Color horizontal image. A collective of artists sitting around two tables in the JAMAC studio converse. A few sheets of paper on the tables.
Atelier do Jardim Miriam Arte Clube - JAMAC. Photo: Courtesy JAMAC

Both the choice of five collectives as nominees for the Turner Prize, in 2021, and the announcement of 14 collectives as the first participants of documenta fifteen indicate an important moment of inflection in artistic practice, which reveals the spirit of the time: the passage from the isolation of the called a plastic artist in his studio for a solidary and sustainable action, which aims at new forms of action in the world. Finally.

In other artistic areas, such as theater, dance and music, for example, the collective experience has always been present. In the visual arts, very little, despite several isolated historical cases.

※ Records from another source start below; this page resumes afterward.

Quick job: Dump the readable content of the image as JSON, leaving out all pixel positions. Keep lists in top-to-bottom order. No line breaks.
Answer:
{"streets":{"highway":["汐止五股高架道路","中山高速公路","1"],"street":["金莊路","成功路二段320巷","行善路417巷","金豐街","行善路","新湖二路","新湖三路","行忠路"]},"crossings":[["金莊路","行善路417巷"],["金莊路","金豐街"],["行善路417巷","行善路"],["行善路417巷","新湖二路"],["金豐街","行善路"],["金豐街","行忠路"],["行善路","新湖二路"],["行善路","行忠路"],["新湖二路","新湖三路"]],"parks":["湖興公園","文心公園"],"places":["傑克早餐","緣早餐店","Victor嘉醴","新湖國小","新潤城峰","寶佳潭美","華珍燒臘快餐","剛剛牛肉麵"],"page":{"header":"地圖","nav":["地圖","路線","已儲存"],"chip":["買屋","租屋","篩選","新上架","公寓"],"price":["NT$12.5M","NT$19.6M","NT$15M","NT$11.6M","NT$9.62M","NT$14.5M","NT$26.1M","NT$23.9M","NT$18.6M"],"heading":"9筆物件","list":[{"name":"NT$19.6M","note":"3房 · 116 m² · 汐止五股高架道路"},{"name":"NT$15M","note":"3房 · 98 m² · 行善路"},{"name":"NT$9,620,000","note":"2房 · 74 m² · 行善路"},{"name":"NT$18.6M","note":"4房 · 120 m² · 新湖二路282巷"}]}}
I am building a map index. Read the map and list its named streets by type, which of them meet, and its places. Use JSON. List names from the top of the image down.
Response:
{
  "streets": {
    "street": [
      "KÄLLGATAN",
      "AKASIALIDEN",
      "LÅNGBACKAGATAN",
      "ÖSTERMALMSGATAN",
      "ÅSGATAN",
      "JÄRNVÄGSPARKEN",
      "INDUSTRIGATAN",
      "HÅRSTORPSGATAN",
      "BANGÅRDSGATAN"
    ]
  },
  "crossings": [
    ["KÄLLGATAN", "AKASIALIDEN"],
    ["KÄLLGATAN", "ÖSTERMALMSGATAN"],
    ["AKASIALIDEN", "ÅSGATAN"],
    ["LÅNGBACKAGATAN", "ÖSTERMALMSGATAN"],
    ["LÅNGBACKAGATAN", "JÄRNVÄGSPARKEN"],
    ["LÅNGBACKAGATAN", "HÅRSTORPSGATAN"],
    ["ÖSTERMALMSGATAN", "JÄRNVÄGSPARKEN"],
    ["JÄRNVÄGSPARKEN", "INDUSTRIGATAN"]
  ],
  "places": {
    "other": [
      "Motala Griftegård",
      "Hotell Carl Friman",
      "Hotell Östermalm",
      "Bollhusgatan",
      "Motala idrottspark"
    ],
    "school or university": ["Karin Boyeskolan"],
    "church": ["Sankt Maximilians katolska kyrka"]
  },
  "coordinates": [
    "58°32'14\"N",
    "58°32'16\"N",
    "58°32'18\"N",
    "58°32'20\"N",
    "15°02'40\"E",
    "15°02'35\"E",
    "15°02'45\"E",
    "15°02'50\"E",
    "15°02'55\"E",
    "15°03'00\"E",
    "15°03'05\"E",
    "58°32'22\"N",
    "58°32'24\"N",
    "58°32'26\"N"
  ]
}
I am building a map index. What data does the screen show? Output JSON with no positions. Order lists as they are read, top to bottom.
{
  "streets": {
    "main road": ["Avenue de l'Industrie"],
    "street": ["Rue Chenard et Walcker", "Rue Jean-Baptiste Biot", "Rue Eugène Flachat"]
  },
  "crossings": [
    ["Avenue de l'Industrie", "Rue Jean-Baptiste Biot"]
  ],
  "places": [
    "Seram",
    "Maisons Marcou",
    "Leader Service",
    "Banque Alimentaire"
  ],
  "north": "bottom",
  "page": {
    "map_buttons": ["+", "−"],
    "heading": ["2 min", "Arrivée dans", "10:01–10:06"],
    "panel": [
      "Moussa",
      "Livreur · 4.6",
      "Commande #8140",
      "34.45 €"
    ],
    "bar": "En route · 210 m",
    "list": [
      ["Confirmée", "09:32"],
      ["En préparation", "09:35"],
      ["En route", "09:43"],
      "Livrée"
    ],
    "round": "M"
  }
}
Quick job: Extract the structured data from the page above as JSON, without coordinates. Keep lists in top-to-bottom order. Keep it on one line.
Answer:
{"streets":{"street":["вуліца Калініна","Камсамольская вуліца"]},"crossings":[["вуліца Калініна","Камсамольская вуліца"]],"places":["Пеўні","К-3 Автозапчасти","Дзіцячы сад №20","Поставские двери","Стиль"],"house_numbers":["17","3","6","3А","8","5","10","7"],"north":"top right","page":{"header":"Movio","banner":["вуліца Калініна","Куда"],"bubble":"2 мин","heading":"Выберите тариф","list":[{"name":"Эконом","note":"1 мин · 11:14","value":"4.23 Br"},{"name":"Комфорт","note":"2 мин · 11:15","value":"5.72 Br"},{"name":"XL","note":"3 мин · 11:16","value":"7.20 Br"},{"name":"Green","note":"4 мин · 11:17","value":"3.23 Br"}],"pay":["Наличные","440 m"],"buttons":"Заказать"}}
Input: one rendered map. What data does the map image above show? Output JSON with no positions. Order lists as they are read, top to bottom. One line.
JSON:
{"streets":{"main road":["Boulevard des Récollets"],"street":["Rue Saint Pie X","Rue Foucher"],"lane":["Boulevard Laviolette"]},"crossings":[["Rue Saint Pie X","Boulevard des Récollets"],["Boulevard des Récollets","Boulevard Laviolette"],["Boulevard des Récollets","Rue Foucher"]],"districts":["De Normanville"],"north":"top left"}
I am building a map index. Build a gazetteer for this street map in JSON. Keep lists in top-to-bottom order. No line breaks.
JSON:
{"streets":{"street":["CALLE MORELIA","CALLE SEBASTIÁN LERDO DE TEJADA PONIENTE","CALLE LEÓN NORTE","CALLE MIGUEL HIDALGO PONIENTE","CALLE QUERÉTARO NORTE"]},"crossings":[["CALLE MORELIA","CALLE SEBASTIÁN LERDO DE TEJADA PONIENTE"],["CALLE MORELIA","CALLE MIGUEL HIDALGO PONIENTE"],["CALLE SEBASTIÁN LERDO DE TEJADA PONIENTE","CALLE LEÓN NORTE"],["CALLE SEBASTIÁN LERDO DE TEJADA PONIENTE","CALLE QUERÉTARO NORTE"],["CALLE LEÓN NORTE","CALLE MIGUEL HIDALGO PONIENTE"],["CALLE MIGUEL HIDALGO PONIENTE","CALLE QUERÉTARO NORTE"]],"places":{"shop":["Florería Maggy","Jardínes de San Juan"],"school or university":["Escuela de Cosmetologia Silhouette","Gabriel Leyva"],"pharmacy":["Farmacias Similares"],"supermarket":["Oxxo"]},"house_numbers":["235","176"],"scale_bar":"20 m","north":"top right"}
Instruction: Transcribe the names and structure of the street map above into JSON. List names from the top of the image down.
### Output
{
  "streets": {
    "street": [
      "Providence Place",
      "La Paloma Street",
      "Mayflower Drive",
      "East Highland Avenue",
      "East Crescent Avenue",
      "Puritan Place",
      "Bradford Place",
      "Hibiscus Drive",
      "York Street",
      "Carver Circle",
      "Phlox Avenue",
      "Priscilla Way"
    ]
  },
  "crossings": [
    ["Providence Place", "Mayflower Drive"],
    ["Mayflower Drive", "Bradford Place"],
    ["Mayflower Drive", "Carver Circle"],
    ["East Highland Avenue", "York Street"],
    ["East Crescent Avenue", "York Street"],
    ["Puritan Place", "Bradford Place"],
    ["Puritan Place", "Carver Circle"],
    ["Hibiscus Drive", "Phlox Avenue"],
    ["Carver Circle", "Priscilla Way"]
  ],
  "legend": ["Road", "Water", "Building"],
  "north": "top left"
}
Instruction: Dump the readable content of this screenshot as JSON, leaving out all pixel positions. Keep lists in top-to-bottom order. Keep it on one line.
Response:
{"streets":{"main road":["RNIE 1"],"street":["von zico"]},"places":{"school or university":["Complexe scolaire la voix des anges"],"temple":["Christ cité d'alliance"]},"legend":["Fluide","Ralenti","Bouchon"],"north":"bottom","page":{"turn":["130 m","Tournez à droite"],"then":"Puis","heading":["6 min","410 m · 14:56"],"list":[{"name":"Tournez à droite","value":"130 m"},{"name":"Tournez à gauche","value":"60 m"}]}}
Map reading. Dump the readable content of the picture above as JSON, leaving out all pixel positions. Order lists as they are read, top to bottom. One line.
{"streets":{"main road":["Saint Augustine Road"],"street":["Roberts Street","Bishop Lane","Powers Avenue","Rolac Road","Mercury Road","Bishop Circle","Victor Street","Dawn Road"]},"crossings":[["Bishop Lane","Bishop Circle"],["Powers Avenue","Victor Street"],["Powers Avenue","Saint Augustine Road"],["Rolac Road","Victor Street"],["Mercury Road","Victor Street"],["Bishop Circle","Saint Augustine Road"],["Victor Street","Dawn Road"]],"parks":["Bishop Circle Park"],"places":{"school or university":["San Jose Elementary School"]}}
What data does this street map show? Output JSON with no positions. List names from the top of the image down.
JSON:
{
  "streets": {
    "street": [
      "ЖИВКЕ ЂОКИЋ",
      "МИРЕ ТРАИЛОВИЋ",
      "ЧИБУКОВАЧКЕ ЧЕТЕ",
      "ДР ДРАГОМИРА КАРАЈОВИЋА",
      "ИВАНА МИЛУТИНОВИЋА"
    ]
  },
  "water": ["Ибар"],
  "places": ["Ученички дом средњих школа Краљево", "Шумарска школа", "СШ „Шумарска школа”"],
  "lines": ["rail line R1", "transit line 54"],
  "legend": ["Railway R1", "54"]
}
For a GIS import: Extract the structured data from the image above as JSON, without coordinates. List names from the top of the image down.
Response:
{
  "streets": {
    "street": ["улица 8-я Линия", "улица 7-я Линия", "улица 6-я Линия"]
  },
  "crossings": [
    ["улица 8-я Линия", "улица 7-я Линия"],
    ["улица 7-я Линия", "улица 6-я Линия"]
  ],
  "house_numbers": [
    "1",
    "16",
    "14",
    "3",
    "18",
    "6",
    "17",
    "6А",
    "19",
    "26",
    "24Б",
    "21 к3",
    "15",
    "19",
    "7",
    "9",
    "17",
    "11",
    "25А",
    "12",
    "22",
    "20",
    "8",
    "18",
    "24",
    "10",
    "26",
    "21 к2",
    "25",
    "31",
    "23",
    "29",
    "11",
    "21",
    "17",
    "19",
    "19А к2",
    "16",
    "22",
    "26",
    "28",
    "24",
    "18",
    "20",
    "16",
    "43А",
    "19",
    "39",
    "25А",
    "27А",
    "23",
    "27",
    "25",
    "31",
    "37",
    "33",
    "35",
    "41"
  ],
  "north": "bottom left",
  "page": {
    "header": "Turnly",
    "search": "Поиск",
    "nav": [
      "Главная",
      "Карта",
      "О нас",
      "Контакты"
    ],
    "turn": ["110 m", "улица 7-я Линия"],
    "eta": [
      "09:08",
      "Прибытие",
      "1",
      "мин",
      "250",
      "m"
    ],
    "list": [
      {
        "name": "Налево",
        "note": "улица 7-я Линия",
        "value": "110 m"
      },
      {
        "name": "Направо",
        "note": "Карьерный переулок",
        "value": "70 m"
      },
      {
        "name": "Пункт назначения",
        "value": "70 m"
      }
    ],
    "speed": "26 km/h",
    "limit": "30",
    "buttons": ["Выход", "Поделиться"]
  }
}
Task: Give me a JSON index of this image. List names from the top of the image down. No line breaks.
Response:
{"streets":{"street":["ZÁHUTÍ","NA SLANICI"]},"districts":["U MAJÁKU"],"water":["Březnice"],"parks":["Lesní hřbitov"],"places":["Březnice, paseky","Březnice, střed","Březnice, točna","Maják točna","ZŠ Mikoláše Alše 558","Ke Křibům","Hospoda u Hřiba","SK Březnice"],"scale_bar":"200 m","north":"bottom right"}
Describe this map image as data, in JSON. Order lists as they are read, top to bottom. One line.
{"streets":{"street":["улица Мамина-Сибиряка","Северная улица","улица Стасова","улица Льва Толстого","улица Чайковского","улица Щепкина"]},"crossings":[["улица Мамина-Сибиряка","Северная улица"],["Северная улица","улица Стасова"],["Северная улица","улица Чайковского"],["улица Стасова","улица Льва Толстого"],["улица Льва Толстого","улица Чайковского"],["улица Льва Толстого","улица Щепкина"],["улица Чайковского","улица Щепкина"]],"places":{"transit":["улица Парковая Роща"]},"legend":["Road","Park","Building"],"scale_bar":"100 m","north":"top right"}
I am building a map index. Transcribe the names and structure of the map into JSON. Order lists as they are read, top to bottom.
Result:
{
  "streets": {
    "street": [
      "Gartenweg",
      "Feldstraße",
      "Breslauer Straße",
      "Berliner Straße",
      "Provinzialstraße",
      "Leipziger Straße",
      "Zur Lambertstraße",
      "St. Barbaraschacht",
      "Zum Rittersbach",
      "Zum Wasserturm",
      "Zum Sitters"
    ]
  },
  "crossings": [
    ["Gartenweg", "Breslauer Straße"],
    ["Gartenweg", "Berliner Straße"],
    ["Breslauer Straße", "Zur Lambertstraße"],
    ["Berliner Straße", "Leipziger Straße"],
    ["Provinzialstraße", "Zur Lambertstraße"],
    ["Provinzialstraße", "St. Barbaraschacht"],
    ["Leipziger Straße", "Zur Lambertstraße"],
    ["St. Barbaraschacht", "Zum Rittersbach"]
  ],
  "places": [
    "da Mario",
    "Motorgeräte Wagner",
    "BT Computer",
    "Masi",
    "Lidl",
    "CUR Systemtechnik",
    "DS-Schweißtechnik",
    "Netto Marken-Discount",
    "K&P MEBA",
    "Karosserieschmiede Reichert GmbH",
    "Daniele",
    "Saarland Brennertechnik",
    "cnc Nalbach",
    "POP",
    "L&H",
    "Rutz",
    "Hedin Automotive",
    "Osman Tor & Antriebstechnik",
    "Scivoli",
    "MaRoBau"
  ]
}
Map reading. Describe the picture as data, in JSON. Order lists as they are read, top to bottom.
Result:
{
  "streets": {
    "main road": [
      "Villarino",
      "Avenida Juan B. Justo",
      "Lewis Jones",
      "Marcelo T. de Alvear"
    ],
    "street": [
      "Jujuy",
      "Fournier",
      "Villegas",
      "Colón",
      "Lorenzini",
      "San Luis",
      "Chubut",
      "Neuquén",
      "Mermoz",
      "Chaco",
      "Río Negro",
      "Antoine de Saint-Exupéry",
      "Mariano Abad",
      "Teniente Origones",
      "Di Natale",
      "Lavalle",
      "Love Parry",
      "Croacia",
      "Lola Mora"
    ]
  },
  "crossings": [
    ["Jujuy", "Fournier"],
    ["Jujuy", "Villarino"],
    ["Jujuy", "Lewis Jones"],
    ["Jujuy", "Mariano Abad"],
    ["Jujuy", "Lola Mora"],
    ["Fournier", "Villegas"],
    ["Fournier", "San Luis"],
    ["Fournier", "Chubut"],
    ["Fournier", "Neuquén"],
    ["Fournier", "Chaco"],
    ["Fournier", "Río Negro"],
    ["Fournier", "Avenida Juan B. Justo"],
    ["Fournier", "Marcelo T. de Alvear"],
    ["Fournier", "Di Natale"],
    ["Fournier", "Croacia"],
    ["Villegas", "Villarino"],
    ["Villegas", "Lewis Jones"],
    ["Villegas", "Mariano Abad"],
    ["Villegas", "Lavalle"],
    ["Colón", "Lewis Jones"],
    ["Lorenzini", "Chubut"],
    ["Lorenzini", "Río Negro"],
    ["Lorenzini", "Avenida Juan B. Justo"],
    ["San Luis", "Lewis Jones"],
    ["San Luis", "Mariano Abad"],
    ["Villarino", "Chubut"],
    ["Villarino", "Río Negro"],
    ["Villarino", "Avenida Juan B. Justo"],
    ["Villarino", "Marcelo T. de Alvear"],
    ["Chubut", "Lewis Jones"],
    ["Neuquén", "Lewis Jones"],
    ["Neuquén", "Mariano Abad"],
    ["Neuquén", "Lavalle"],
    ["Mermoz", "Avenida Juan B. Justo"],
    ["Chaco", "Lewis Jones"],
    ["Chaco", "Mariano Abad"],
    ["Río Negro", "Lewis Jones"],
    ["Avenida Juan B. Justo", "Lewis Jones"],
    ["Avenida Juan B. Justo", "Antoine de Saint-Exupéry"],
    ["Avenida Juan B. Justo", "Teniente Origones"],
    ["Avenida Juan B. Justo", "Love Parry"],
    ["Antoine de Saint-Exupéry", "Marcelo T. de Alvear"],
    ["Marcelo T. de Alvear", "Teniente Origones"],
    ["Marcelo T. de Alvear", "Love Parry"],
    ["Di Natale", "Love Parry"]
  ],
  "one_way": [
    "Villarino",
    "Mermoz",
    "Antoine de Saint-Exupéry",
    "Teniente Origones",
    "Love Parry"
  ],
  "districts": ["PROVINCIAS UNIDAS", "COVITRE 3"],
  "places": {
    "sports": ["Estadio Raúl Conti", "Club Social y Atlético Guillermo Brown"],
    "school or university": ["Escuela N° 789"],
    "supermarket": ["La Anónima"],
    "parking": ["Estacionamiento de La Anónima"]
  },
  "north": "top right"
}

However, since the beginning of the 21st century, initiatives have been growing that have not failed to be mapped in important exhibitions such as the 2001 Panorama of Brazilian Art, curated by Paulo Reis, Ricardo Basbaum and Ricardo Resende, at the Museum of Modern Art in São Paulo. (MAM-SP).

Among the groups selected there were Atrocidades Maravilhosas, Mico and Clube da Lata, which for twenty years had already been looking for a new form of agency in the art scene. The artist also participated in that edition of Panorama Monica Nador, with the Paredes Pinturas project, the embryo of Jamac – Jardim Miriam Arte Clube, which five years later participated in the 27th São Paulo BiennialIn 2006.

With general curatorship by Lisette Lagnado, the edition, entitled how to live together, in fact brought more collectives besides Jamac itself, such as the Argentinian Eloisa Cartonera and the Chinese Long March Project. Eight years later, in the 31st edition, a group of curators selected by Charles Esche again focused on collectives, such as ruangrupa himself, who now directs documenta fifteen, but also the Bolivian Mujeres Creando, the Russian Chto Delat or the Argentine Etcetera and the Brazilian Grupo Contrafilé.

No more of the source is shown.